In this narrative, the young baron, a dandy and bon viveur, is consumed by his unrequited love for a famous opera singer. In a moment of despair after yet another rejection, he is approached by a street peddler who offers him a mandarin figurine with the promise to put an end to his pain and woe. To the wary baron’s surprise, the statuette comes to life and fulfills its end of the bargain, delivering the desired woman straight into the baron’s arms. After that, the effortless conquest of women without a trace of resistance leads to a vicious cycle of ever more outrageous requests: a married woman, a young girl carried away under the watchful eye of her chaperone and a lady stepping out of a painting directly into the baron’s embrace. However, the baron grows weary of these easy conquests and yearns for the amorous play with an uncertain outcome. That’s when he learns of the drawback of the pact: from now on, he will never again be able to attract women without the mandarin’s influence. The baron, driven by his successes and blinded by illusions of grandeur, laughs in the mandarin’s face and decides to fend for himself. The inevitable happens and the baron is rejected time and again: first by a lady of his social class, then by a gypsy dancer in a cabaret, and finally by a harlot of the streets who refuses his money. In all these rejections the mandarin appears as obstacle – a saboteur actively averting romantic prospects whilst taunting and ridiculing the baron in his defeats. The prostitute’s rejection is the final straw. Once the baron realizes that not even his money can save him from this curse, his downfall is sealed. After falling into a state of delirium, he is interned as a patient of a mental institution, where he is doomed to see the mandarin’s likeness in his doctor’s face.

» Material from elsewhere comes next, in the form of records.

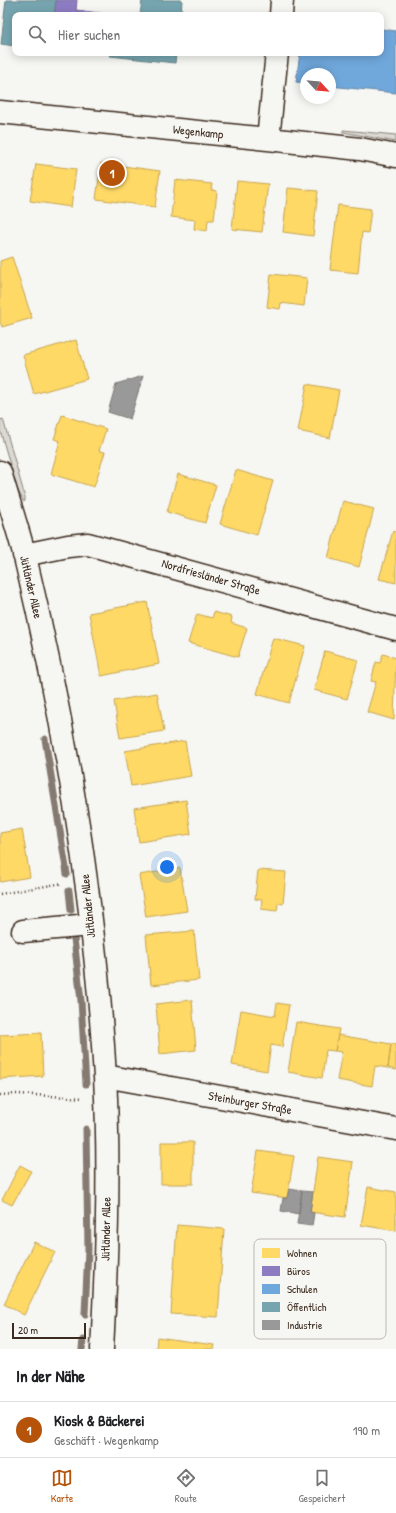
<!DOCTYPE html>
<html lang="de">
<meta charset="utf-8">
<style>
:root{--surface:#fff;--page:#f2f2f2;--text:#202124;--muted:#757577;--line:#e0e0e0;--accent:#b45309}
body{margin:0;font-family:"Patrick Hand",sans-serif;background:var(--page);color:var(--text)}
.compass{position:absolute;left:300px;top:68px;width:36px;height:36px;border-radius:50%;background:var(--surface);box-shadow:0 2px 10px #0003;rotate:116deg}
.scale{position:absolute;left:12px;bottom:10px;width:74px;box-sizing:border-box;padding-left:4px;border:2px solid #3b2a1e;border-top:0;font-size:11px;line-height:14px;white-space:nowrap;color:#3b2a1e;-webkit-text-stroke:3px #f6f6f2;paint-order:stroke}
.you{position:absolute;left:167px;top:867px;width:14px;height:14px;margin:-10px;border:3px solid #fff;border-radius:50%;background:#1a73e8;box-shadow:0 0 0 6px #1a73e833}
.badge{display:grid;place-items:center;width:26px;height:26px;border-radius:50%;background:var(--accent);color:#fff;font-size:13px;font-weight:700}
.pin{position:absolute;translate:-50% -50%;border:2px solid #fff;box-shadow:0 1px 4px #0006}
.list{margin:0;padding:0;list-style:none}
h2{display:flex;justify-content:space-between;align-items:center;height:52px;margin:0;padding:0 16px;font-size:17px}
h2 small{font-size:13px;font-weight:400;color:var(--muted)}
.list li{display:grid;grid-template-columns:26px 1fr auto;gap:12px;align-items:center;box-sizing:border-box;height:56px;padding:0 16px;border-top:1px solid var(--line)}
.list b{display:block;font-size:15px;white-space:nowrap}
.list p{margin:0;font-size:13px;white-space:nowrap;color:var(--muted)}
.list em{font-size:13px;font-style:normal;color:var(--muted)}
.icon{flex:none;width:22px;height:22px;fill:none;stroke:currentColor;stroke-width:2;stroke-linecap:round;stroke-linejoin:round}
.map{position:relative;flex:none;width:396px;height:1349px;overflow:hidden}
.search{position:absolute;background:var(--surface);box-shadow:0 2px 10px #0003;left:12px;right:12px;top:12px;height:44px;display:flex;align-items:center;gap:10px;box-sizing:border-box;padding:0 14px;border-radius:8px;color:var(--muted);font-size:15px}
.sheet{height:108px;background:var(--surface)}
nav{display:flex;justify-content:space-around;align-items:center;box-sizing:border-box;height:56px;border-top:1px solid var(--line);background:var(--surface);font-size:11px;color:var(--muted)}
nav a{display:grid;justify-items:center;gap:2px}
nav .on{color:var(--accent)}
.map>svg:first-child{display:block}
.green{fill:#dad9d3;stroke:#8a8278}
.homes{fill:#ffd966;stroke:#c4a450}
.offices{fill:#8e7cc3;stroke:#756392}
.schools{fill:#6fa8dc;stroke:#5f82a3}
.public{fill:#76a5af;stroke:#648084}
.industry{fill:#999;stroke:#7d7874}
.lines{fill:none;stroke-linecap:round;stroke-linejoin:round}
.stream{stroke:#857a71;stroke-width:7}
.minor-casing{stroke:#3b2a1e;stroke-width:25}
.path{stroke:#3b2a1e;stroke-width:2.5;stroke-dasharray:1 3;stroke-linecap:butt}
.minor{stroke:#f6f6f2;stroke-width:22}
.labels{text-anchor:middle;stroke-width:4;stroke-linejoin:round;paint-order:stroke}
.street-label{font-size:12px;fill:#3b2a1e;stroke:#f6f6f2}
.key{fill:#f6f6f2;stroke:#beb9b2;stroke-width:1}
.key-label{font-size:11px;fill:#3b2a1e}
</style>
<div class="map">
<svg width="396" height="1349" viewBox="0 0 396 1349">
<rect width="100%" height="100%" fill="#f6f6f2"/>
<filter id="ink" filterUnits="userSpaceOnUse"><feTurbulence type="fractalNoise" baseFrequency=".025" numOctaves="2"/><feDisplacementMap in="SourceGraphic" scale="8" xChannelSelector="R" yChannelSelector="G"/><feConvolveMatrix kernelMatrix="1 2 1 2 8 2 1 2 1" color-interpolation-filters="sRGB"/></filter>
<g filter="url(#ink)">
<path class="green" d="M343,130L396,135V142L343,132Z
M3,419L25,497V501L24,502L17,489L0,430V420Z"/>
<path class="homes" d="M101,163L160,171L155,207L96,199Z
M36,164L76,169L71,207L30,201Z
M175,180L212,184L211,190L217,191L214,220H208L207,231L194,229L195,220L171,217Z
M237,181L268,184L262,232L232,229Z
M288,188L318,191L313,236L283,232Z
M338,205L371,209L368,233L362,232L358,273L330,270Z
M12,257L32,318L2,327L0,322V261Z
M271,274L307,278L304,306L281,303L280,309L267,307Z
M76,340L87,379L34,394L23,355Z
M307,384L339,390L330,438L298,431Z
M62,415L106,429L99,451L105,452L94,487L51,474L60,441L54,439Z
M236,470L273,481L257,535L220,524Z
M178,474L216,485L205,523L167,512Z
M343,501L374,509L359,567L328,558Z
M393,531L396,532V583L379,579Z
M147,602L159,664L101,676L89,613Z
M214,612L232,617L231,623L247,628L238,657L188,643L197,614L212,618Z
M273,638L305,646L289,703L257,694Z
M325,651L358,660L347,699L314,690Z
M383,654L396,658L394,720L367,712L376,682L371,681L376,662L380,663Z
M157,693L164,731L120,738L114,701Z
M185,741L191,776L131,786L125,751Z
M186,800L191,834L139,842L134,808Z
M22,829L30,877L0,882V833Z
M180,868L187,911L146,917L139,875Z
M258,870L286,872L283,904L278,903L277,911L261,909L262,900L255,899Z
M194,931L199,980L151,985L146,935Z
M192,1000L196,1050L160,1054L156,1004Z
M277,1003L289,1005L282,1047L271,1045L267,1071L232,1065L241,1010L275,1016Z
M296,1022L339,1029L335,1051L326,1050L322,1078L288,1072Z
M41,1033L43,1076L0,1079V1035Z
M338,1035L391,1044L388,1068L375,1066L372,1086L337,1080L342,1052L335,1051Z
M391,1044H396V1070L388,1068Z
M161,1142H193V1184H161Z
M258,1151L294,1156L287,1198L251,1193Z
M318,1157L353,1162L345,1217L310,1212Z
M20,1165L31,1171L12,1205L2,1200Z
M368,1187L396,1192V1231L361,1225Z
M177,1225L224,1229L218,1317L171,1314Z
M34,1242L55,1252L24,1315L4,1304Z
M157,1337L214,1345L213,1349H156Z"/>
<path class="offices" d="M56,0H77L76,10L114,15H54Z"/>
<path class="schools" d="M381,29L396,31V93L330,86V74H306V83L296,82L300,53H381Z"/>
<path class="public" d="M6,0H56L54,15H15V46L1,44Z
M142,0H182L181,15H140Z
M110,53H176L175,63L110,56Z"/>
<path class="industry" d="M143,376L130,419L108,412L116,384Z
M289,1189L302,1191L299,1214L281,1211L283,1198H287Z
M302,1191L313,1192L310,1212L314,1213L312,1226L297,1224Z"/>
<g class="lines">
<path class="stream" d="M45,739L67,874
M69,891L71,910
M74,938L81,1001L86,1084
M85,1314L88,1249L86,1129
M82,1349L83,1340"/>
<g class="minor-casing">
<path id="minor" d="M281,15L282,0
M0,112L268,139L360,149L396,156
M268,139L277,53
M0,472C8,500 18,529 25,557C66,728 95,902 105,1077C110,1167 107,1259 102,1349
M24,555L68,546L88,544L396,629
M23,931L90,925
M105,1076L396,1129"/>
</g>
<path class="path" d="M0,894L63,883
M0,1095L18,1094L83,1098"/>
<use href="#minor" class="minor"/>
</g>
</g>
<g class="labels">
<g class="street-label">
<text transform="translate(198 132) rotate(6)" y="4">Wegenkamp</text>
<text transform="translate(211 577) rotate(16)" y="4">Nordfriesländer Straße</text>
<text transform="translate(31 587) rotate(77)" y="4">Jütländer Allee</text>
<text transform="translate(88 906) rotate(-96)" y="4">Jütländer Allee</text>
<text transform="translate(250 1103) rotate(10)" y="4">Steinburger Straße</text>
<text transform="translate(106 1229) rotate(-89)" y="4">Jütländer Allee</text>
</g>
</g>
<rect x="254" y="1239" width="132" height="100" rx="6" class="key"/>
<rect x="262" y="1248" width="18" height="10" fill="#ffd966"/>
<rect x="262" y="1266" width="18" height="10" fill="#8e7cc3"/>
<rect x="262" y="1284" width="18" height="10" fill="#6fa8dc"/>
<rect x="262" y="1302" width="18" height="10" fill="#76a5af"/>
<rect x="262" y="1320" width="18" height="10" fill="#999"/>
<g class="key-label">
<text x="287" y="1257">Wohnen</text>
<text x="287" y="1275">Büros</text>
<text x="287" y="1293">Schulen</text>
<text x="287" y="1311">Öffentlich</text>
<text x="287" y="1329">Industrie</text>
</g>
</svg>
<svg class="compass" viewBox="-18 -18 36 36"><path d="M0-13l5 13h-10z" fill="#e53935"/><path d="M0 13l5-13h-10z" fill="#757577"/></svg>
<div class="scale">20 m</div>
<div class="you"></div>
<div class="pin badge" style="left:112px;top:173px">1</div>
<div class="search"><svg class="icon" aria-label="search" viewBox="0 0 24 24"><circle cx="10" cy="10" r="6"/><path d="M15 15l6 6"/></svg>Hier suchen</div>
</div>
<section class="sheet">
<h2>In der Nähe<small></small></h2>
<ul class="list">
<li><span class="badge">1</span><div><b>Kiosk &amp; Bäckerei</b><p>Geschäft · Wegenkamp</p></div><em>190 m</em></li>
</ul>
</section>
<nav>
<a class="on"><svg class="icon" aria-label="map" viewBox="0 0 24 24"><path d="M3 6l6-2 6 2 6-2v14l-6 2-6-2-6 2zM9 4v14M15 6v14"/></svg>Karte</a>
<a><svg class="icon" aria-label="directions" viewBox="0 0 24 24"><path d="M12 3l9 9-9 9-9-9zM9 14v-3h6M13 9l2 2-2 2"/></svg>Route</a>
<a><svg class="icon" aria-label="saved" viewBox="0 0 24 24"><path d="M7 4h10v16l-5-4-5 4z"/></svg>Gespeichert</a>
</nav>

Der Mandarin, 1918, Fritz Freisler
Der Mandarin, 1918, Fritz Freisler

The incentive for cinema and its impetus in these precarious times is distinctly escapist and the war is foremost manifested in its omission. The same holds true for Der Mandarin, a fantastic film on the joys and sorrows of love, without any figurative representation of the traumas of war. And yet, at the same time, many of these traumatic experiences are negotiated underneath the surface in the film’s subtext rather than in its concrete imagery. A young baron develops an omnipotence complex and falls victim to his fantasies of swift and effortless victories, which leads to a collapse followed by castration. In the very same moment, the same is happening to aristocracy as such and, furthermore, the whole empire. The very same delusions of grandeur that the Viennese aristocracy nurtured before the war ultimately led to the downfall of this societal and political system. Embedded in a tale of phantasms and illusion, Der Mandarin tells a tale of very real specters haunting these times. And audiences of yore and today are left with the same question: On which side of the institution’s walls is the saner of the worlds to be found?